(Collected data)
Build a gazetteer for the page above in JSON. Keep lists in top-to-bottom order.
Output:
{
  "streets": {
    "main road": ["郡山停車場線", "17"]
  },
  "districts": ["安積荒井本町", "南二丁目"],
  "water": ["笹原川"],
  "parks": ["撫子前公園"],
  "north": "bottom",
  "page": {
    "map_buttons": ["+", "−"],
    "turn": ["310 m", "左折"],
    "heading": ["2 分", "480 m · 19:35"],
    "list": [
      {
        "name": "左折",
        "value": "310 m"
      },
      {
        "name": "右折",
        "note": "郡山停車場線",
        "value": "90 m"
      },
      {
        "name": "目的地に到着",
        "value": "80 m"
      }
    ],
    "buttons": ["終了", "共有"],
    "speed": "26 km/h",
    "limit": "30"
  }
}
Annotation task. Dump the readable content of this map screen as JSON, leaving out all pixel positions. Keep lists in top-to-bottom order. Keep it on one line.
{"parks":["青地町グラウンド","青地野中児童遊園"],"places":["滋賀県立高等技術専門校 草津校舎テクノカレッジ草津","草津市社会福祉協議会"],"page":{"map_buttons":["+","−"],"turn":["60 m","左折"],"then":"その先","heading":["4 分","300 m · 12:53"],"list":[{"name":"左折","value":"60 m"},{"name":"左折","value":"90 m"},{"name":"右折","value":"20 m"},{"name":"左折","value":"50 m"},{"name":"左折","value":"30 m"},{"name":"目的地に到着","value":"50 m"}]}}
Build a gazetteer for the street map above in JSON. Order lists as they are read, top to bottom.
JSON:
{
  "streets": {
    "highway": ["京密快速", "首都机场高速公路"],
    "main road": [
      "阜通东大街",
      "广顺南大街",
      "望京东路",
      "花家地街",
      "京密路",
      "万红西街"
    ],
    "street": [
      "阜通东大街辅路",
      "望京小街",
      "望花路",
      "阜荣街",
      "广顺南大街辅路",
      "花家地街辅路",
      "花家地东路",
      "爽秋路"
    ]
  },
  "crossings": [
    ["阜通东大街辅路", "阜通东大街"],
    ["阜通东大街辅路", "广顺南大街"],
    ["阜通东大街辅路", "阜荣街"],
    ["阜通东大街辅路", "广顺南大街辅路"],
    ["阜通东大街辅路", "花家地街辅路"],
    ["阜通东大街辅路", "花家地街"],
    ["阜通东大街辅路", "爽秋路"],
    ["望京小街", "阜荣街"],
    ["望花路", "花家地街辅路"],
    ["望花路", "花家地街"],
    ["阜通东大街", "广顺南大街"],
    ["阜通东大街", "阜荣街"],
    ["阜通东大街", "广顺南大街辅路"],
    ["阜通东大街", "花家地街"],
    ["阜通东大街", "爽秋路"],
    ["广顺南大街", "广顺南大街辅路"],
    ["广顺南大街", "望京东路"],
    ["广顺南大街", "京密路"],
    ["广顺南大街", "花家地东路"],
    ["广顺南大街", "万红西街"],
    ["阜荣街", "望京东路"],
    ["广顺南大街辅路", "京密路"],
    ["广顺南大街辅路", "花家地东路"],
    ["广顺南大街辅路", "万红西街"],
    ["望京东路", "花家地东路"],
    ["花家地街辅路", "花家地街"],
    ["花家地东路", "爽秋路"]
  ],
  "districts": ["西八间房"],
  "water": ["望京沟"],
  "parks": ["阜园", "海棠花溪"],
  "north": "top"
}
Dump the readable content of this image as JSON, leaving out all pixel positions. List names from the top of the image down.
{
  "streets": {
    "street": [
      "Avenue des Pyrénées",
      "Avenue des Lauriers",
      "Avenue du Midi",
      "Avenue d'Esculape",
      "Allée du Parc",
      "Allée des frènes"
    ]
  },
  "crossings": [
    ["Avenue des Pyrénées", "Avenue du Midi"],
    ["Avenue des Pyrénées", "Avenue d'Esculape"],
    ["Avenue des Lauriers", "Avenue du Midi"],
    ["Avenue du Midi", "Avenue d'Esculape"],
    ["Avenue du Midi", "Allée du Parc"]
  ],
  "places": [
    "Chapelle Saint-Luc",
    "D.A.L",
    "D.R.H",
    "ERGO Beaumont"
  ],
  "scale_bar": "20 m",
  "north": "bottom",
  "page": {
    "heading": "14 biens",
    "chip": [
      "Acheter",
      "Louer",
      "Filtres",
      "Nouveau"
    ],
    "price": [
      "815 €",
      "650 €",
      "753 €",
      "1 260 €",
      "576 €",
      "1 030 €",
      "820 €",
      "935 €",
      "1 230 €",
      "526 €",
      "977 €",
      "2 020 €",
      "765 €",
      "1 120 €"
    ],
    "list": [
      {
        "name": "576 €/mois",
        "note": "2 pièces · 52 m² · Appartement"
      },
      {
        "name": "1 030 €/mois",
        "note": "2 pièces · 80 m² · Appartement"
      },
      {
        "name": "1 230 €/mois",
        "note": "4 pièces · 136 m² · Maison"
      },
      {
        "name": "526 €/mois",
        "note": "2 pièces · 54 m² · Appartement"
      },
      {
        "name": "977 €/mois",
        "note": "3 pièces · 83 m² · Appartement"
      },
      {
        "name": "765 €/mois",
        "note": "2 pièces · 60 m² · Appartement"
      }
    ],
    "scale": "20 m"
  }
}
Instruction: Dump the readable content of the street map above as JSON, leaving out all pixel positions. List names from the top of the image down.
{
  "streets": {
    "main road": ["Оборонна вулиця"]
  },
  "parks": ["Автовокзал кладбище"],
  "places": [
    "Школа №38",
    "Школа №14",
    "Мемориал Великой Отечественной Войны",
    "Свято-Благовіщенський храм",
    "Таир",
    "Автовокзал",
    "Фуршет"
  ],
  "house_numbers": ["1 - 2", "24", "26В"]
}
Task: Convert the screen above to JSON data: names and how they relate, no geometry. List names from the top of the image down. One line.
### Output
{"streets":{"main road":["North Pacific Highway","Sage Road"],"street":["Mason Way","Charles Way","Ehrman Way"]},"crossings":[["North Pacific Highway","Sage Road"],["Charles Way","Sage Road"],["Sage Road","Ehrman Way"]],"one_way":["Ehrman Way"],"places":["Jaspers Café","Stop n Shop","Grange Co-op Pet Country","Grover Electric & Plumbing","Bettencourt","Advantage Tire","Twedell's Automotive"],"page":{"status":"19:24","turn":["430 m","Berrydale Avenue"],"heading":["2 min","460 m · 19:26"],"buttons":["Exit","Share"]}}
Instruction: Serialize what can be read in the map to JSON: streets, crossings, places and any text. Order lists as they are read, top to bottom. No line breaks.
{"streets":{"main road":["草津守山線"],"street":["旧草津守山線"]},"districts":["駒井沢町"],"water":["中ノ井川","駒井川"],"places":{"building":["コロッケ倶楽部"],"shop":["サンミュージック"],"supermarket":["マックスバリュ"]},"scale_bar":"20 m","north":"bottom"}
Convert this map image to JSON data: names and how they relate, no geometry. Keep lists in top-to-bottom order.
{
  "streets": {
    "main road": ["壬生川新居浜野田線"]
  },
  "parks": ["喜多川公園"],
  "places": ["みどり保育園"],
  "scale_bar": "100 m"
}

*What you are asked to do*: All lines in the records above that contain "gazetteer" are to be reported.

*Reply to the task*:
Build a gazetteer for the page above in JSON. Keep lists in top-to-bottom order.
Build a gazetteer for the street map above in JSON. Order lists as they are read, top to bottom.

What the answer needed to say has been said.